Frost was too good a character to waste and so featured in a radio play Three Days of Frost in 1977, with Leslie Sands in the lead when the first casting choice, Ronnie Barker, was unavailable due to television commitments (ironically, with David Jason).  Another radio play, A Touch of Frost, followed in 1982, but still that first novel had yet to find a publisher.

 

It eventually found one – and excellent reviews – in Canada in 1984, twelve years after being rejected by Macmillan but still five more years went by before it was published in the UK by Constable.

 

This was 1989, when I was a brand new, spankingly enthusiastic member of the Crime Writers Association. It was at one of my first CWA social gatherings that I met Robert Barnard, who had recently returned from Canada. Robert had read my debut novel, which was flattering, and produced from his briefcase a paperback edition of something called Frost At Christmas which he proudly presented to me saying: ‘I read this on the plane coming home: it’s right up your street; it’s rude, crude and pretty rough.’

 

I loved it and when the novel of A Touch of Frost came out in 1990, I liked that even more, reviewing it enthusiastically in my Sunday Telegraph column. At a party, I met the Constable crime fiction editor and told him how much I liked the Frost books, adding that it was a pity but with those multiple plot threads and black humour, they were far too difficult to turn into a popular TV series. About a year later at another party, that Constable editor came up to me and simply said the words: “David Jason”.  The TV series aired in 1992 and is still going strong.

 

To say Rodney Wingfield was less than enthusiastic about the TV Frost would be putting it mildly. He always maintained he had nothing against David Jason’s portrayal, it just wasn’t his Frost and claimed never to watch it. He once told me that the only way he knew a new episode was in production was if he saw a picture of David Jason growing a moustache, and he refused to have anything to do with last year’s ITV retrospective Super Sleuths.

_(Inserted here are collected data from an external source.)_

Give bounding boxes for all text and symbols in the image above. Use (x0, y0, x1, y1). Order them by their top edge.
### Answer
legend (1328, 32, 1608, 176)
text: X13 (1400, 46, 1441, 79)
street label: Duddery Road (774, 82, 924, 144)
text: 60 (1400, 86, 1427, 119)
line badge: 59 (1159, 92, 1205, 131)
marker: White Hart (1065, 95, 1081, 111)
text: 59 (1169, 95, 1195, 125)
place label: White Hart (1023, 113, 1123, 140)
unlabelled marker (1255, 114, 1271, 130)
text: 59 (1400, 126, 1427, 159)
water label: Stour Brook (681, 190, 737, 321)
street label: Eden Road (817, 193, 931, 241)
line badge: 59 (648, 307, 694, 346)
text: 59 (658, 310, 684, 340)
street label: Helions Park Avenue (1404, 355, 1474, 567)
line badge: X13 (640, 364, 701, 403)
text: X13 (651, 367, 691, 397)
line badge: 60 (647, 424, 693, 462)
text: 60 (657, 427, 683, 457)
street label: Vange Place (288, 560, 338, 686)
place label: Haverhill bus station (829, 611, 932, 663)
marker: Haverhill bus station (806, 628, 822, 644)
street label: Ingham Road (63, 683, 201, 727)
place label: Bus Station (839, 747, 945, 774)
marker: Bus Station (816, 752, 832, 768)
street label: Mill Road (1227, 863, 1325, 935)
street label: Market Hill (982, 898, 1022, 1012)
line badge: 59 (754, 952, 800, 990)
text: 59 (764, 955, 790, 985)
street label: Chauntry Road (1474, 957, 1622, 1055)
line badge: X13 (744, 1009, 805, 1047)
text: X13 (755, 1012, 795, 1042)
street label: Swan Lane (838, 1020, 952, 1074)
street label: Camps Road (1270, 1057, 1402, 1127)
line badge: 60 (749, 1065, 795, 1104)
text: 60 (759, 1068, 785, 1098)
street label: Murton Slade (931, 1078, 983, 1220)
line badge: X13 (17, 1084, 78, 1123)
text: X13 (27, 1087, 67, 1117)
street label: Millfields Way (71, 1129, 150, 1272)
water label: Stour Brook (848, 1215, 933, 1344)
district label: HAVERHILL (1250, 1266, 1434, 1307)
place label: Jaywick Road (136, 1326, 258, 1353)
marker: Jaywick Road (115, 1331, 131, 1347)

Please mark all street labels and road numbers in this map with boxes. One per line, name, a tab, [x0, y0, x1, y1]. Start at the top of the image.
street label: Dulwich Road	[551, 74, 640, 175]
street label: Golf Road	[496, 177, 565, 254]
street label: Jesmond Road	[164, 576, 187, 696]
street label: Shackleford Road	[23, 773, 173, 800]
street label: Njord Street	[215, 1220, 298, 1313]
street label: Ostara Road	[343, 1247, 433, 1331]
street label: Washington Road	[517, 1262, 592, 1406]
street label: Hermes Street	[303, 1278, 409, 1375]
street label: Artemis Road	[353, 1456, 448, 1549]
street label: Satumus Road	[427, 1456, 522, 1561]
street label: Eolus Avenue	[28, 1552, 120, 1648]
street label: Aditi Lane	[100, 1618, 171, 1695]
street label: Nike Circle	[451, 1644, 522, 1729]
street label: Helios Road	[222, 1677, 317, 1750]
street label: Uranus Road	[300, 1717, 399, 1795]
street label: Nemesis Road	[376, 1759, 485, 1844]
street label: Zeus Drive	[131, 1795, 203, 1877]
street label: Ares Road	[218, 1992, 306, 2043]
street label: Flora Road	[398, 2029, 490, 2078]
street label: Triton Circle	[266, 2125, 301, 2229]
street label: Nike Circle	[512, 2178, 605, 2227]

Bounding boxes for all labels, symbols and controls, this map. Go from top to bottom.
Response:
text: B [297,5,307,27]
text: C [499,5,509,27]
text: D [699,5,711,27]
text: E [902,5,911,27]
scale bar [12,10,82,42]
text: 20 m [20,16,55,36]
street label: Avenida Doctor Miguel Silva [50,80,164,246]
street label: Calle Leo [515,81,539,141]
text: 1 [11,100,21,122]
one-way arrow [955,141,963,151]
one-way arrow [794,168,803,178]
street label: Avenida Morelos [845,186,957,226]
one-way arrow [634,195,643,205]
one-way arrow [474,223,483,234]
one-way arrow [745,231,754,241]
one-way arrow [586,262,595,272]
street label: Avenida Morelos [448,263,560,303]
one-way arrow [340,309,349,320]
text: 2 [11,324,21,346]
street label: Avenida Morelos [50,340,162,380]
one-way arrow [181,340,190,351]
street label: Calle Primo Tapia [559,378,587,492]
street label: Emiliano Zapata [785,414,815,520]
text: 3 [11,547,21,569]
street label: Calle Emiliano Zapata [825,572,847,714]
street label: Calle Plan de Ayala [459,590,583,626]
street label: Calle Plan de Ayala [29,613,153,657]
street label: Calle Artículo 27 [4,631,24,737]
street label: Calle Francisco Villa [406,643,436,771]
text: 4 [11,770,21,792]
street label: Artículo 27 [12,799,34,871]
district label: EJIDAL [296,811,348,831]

I corresponded with Rodney by fax and then e-mail for several years before I met him in person in what we used to tell people was his “Berchtesgarten-style maximum security retreat” in Basildon. He was a very private man who rarely ventured up to London (I think at least two of his later editors at Constable never actually met him) and turned down all invitations to publishing or showbiz parties, even refusing a Sherlock Award when Sherlock Magazine tried to press one on him.

 

He swore that Hard Frost (1995) would be the last ‘Frost’ but a groundswell of pressure from fans and publishers in the US and Japan (where the books were and still are very popular) persuaded him to write  what became Winter Frost (1999). It was around 2002 that he told me he was having initial thoughts about a sixth novel, though he always protested that he much preferred writing short one- and two-act radio plays. About a year ago, he told me he had finished a “mish-mash of a first draft” under the working title Autumn Frost and, thankfully, managed to revise the manuscript before his death, which will be published as A Killing Frost in April 2008.

 

Rodney was not a social animal; some would say he was reclusive. But he was generous and fiercely loyal to those he called friend. In May he sent me an e-mail with his view of this particular column: “It’s priceless. Is that what they pay you?”

 

I shall miss him.

 

Moriaty returns, but posthumously

 

Still more bad news follows as I hear of the death aged 80 of John Gardner, the consummate thriller writer who created Boysie Oakes, Herbie Kruger and latterly the engaging wartime policewoman series starring DS Suzie Mountford.

John Gardner

He will, of course, be best remembered for reviving the James Bond franchise (of books), contributing 14 new titles to the canon as well as two novels based on film scripts in the period 1976-96, something he accepted with wry resignation.  In truth, I don’t think he liked Bond much, nor the “die-hard” Bond fans who resisted any attempt to update the character, though he was proud of one: The Man From Barbarossa. (Am I right in thinking it curious that none were filmed?)

 

The fifth Mountford book, No Human Enemy appears any day now from those wonderful people at Allison & Busby, which is, I think, his 51st published novel.

No Human Enemy

There is, however, a 52nd.

 

Back in 1974/5 he launched a series featuring Sherlock Holmes’ nemesis, Professor Moriaty. Two titles appeared but a planned third did not, causing mutterings of conspiracy theory proportions by the Baker Street Irregulars. The truth is that Gardner could not agree terms with a publisher for the third and at that precise moment a man called Bond; James Bond, walked into his life.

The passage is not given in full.